Now here’s the kicker. While we were waiting for our table, two couples came into the place separately, looking like members of the International Backpack Set — and the headwaiter shooed them out, telling them the place was full, even though there were a few empty tables-for-two right there in the bar area. He did not want their business. Why? Because backpackers are a waste of seats: they order the cheapest stuff on the menu, stay far too long (in a city where dawdling over a cup of coffee is not frowned upon), they generally tip badly, and because they’re scruffy, they bring down the whole tone of the place — and remember this last part, because we’ll be getting back to it. I agree, it’s not fair. But once again, that just happens to be the reality we live in. (By the way, the meal was expensive — as I recall, about $100 per person, excluding the service charge — but we did drink about five bottles of wine and a few liqueurs and cocktails, as well as ordering dishes like patê de foie gras and terrine rustique de Provence. Not, in other words, the kind of fare ordered by yer typical hoodie-wearing backpackers, so the maître d’hotel‘s instinct was correct.)

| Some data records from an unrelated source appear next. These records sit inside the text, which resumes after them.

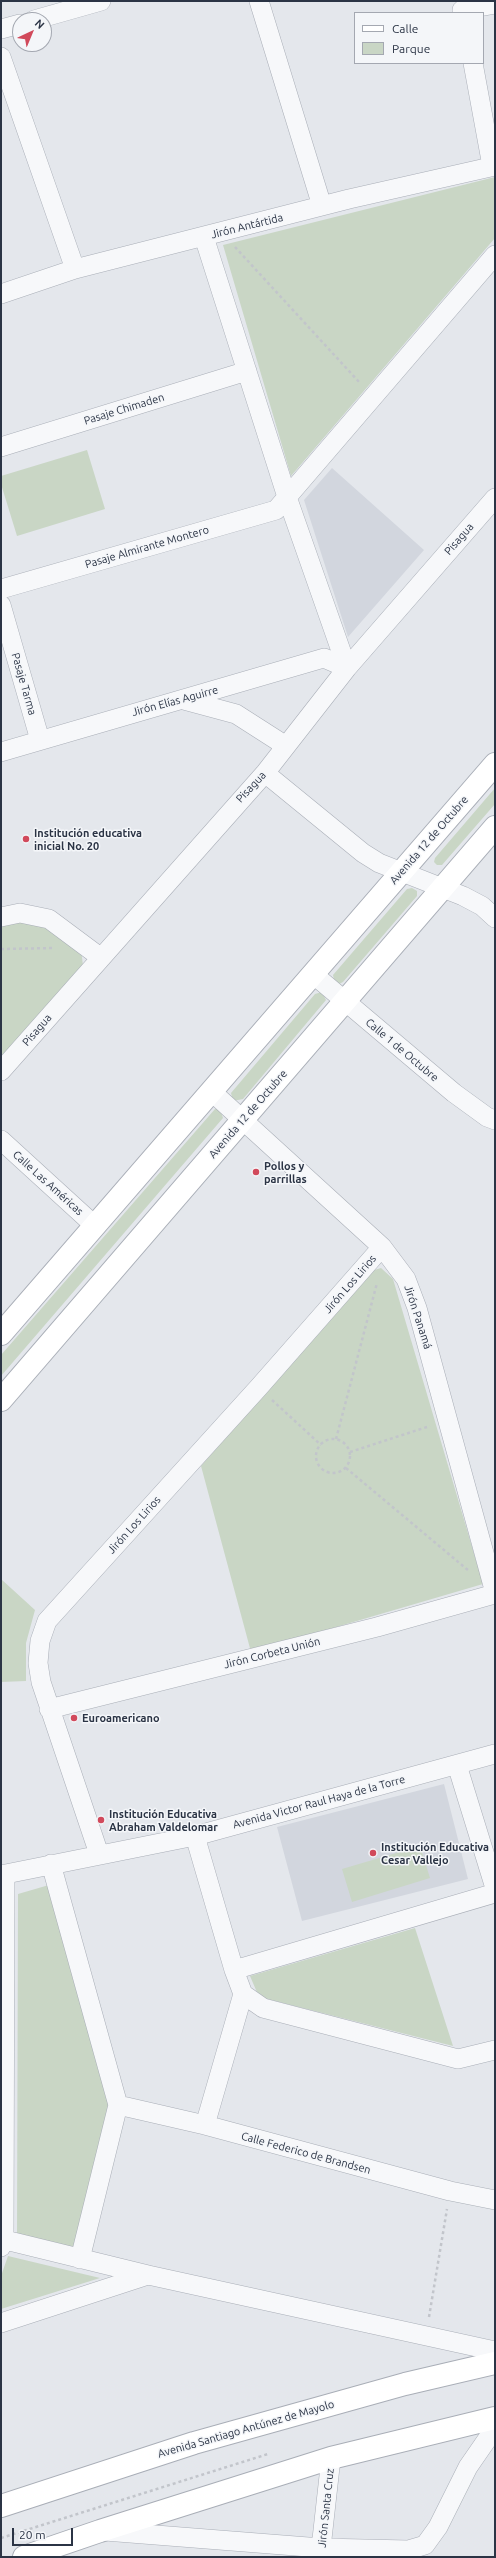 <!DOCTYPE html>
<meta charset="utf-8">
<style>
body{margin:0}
#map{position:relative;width:496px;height:2558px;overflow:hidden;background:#e4e7ec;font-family:Ubuntu,sans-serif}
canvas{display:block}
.frame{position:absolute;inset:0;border:2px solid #2b3445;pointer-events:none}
.legend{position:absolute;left:354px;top:12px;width:130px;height:52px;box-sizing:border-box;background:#f4f6f9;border:1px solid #a4a8b1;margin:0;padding:5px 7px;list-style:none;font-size:12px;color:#2b3445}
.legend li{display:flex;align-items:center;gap:8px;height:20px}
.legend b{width:20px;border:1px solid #a4a8b1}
.north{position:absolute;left:12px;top:12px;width:40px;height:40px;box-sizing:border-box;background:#f4f6f9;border:1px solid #a4a8b1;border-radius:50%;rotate:44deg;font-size:11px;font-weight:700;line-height:16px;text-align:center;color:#2b3445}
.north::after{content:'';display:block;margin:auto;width:14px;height:18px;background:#d1495b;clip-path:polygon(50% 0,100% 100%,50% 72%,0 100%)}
.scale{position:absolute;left:12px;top:2528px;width:61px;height:18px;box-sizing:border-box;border:2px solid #2b3445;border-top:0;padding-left:5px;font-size:12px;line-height:14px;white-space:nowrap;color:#2b3445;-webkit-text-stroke:3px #f4f6f9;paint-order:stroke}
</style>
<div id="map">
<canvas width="496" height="2558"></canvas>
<div class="frame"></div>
<ul class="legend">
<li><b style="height:5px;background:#fff"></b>Calle</li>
<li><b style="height:11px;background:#c9d6c5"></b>Parque</li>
</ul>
<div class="north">N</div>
<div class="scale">20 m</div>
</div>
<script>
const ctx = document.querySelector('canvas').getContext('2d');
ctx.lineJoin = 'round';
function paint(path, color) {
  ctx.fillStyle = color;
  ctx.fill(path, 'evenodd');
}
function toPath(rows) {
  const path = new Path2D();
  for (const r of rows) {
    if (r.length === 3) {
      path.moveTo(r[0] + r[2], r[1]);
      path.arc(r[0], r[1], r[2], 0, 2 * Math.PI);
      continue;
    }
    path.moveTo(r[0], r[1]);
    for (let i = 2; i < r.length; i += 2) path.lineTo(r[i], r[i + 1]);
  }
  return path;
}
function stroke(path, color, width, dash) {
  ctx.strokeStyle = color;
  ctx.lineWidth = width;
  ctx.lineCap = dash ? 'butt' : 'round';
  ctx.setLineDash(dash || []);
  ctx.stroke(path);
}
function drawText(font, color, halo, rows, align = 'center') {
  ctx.font = font + ' Ubuntu,sans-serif';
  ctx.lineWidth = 3;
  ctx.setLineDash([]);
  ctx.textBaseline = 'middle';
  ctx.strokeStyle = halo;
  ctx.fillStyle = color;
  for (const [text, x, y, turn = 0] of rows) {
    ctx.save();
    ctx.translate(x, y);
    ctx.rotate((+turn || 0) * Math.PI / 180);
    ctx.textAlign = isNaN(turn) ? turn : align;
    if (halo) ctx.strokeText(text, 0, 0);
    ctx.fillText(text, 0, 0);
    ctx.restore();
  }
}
paint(toPath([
 [332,468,424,550,348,637,304,500],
 [444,1784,468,1879,302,1921,277,1827]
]), '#d2d6de');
paint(toPath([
 [495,177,495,238,291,476,223,245],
 [87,450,105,509,17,536,1,484,1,476],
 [495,788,495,804,442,865,437,865,434,862,435,858],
 [412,888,417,891,417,896,343,982,339,984,334,980,333,975,407,889],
 [18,920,45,925,81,949,83,966,1,1059,1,926],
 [322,992,326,1000,243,1099,233,1101,231,1093,315,994],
 [215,1109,220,1109,223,1118,1,1376,1,1355],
 [381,1268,393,1279,483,1584,251,1652,201,1466,371,1271],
 [1,1579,35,1610,26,1643,26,1681,1,1682],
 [420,1846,430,1878,352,1902,342,1869],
 [49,1885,110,2110,76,2250,17,2238,18,1894],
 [415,1928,453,2046,259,1997,250,1976],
 [8,2256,100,2278,1,2309,1,2276]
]), '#c9d6c5');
const minor = toPath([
 [259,1,322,206],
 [462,10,495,4],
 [34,20,101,1],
 [1,29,20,24],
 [1,57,75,269],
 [473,63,492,166],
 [204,237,287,497,347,668],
 [1,294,75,269,349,199,495,166],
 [1,447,247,371],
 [1,589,276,510,495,255],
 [1,605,40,740],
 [184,700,236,714,286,746],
 [1,752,324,658,347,668],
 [265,773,363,853,379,863,463,896,482,906,495,918],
 [1,917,20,913,49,919,100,957],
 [313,974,454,1093,487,1117,495,1120],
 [1,1071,265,773,347,668,495,498],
 [211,1091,382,1247,406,1279,417,1308,495,1593],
 [1,1140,94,1225],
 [49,1709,377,1627,495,1594],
 [457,1765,495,1888],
 [195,1836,234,1970,243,1994,263,2008,458,2059,495,2050],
 [99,1854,41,1682,38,1663,40,1641,47,1621,259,1387,382,1247],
 [51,1864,118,2105,80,2259],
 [1,1875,195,1836,495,1754],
 [234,1970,495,1893],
 [118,2105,205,2125,450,2191,495,2200],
 [205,2125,243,1994],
 [1,2239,148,2275,495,2351],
 [1,2247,4,2240,5,1874],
 [1,2323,148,2275],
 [105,2531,321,2548,408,2550,425,2545,438,2527,468,2467,495,2428],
 [320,2557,331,2458]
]);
const secondary = toPath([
 [1,1334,495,764],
 [1,1400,495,827],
 [1,2506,194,2443,405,2384,495,2363],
 [24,2557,100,2531,331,2458,495,2418]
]);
stroke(minor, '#a9aeb7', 20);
stroke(secondary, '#a9aeb7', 24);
stroke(toPath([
 [235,247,360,383],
 [1,949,54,948],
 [272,1400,321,1445],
 [333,1456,17],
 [336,1439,377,1283],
 [350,1452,430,1426],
 [346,1468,469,1571],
 [429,2317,447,2209],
 [1,2538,268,2454]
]), '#c2c5cb', 2.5, [3, 3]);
stroke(minor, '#f7f8fa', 19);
stroke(secondary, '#fff', 22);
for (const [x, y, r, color] of [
 [26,839,4,"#d1495b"],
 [256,1172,4,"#d1495b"],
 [74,1718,4,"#d1495b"],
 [101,1820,4,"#d1495b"],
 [373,1853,4,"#d1495b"]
]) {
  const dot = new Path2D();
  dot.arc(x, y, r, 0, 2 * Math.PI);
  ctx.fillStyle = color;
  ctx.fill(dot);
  stroke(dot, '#f4f6f9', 1.5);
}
drawText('11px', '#2b3445', '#f4f6f9', [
 ["Jirón Antártida",247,226,-14],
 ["Pasaje Chimaden",124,409,-17],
 ["Pisagua",459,539,-49],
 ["Pasaje Almirante Montero",147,547,-16],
 ["Pasaje Tarma",24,684,74],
 ["Jirón Elías Aguirre",175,701,-15],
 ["Pisagua",251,787,-47],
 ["Avenida 12 de Octubre",429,840,-49],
 ["Pisagua",37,1030,-49],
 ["Calle 1 de Octubre",402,1050,40],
 ["Avenida 12 de Octubre",248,1114,-49],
 ["Calle Las Américas",48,1183,42],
 ["Jirón Los Lirios",350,1284,-49],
 ["Jirón Panamá",418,1317,72],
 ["Jirón Los Lirios",134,1525,-48],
 ["Jirón Corbeta Unión",272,1653,-14],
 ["Avenida Victor Raul Haya de la Torre",319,1802,-15],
 ["Calle Federico de Brandsen",306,2153,15],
 ["Avenida Santiago Antúnez de Mayolo",246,2429,-16],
 ["Jirón Santa Cruz",326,2508,-84]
]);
drawText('bold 11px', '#2b3445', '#f4f6f9', [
 ["Institución educativa",34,833],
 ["inicial No. 20",34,846],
 ["Pollos y",264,1166],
 ["parrillas",264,1179],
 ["Euroamericano",82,1718],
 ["Institución Educativa",109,1814],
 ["Abraham Valdelomar",109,1827],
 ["Institución Educativa",381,1847],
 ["Cesar Vallejo",381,1860]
], 'left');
</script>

Which brings me back to my point. It’s not fair — actually, I think it’s perfectly fair, but let’s just grant the point for the sake of argument — that in a classy establishment, someone dressed like Grace Kelly will get better treatment than your average hoodie-chick:
Imagine that. (And lest I be accused of bias, that’s a model in the second picture and not yer typical street skank.)
I also know that in oh-so-egalitarian America, we don’t put up with class and airs, so it really shouldn’t matter. Uh huh. You’re quite welcome to think that, but in return you have to tell me the color of the sun on your imaginary planet.
And in any event, the woefully-dressed Joanne Harris was “snooted” at Harvey Nichols, which is one of the classiest stores in the world, let alone London, and they make no bones about the fact that they cater to people of wealth and class — how the sales staff are dressed should give anyone a clue. Just for being so dense and clueless, Harris should have been tossed out of the store on her ass, let alone snooted.
At the heart of her snit, by the way, is a kind of arrogance: “I’m smart! I’m classy! I’m a writer! I’m famous! I have a healthy bank balance! And you should know all this and should defer to me, even though you have no idea who I am, and despite the fact that I look like a street slapper!”
And for the staff at Harvey Nichols: you may have lost this classless harpy as a customer, but I for one promise to visit you the next time I’m in London, and buy something from you because — guess what? — I like the idea that the staff discourages hooligans from frequenting their wonderful store. It makes for a better shopping experience, for me. And I too am a customer, and one moreover who won’t look like he just got off the bus from some council block in the East End.
Patsy (from Absolutely Fabulous) would quite possibly stop shopping there too, but because “Harvey Nics lets just anyone shop there these days, sweetie-darling. Even those dreadful hoodie-types.”
At Harvey Nichols, Patsy’s type is in the majority, not Joanne Harris’s, and the store runs their business accordingly. Good for them, say I.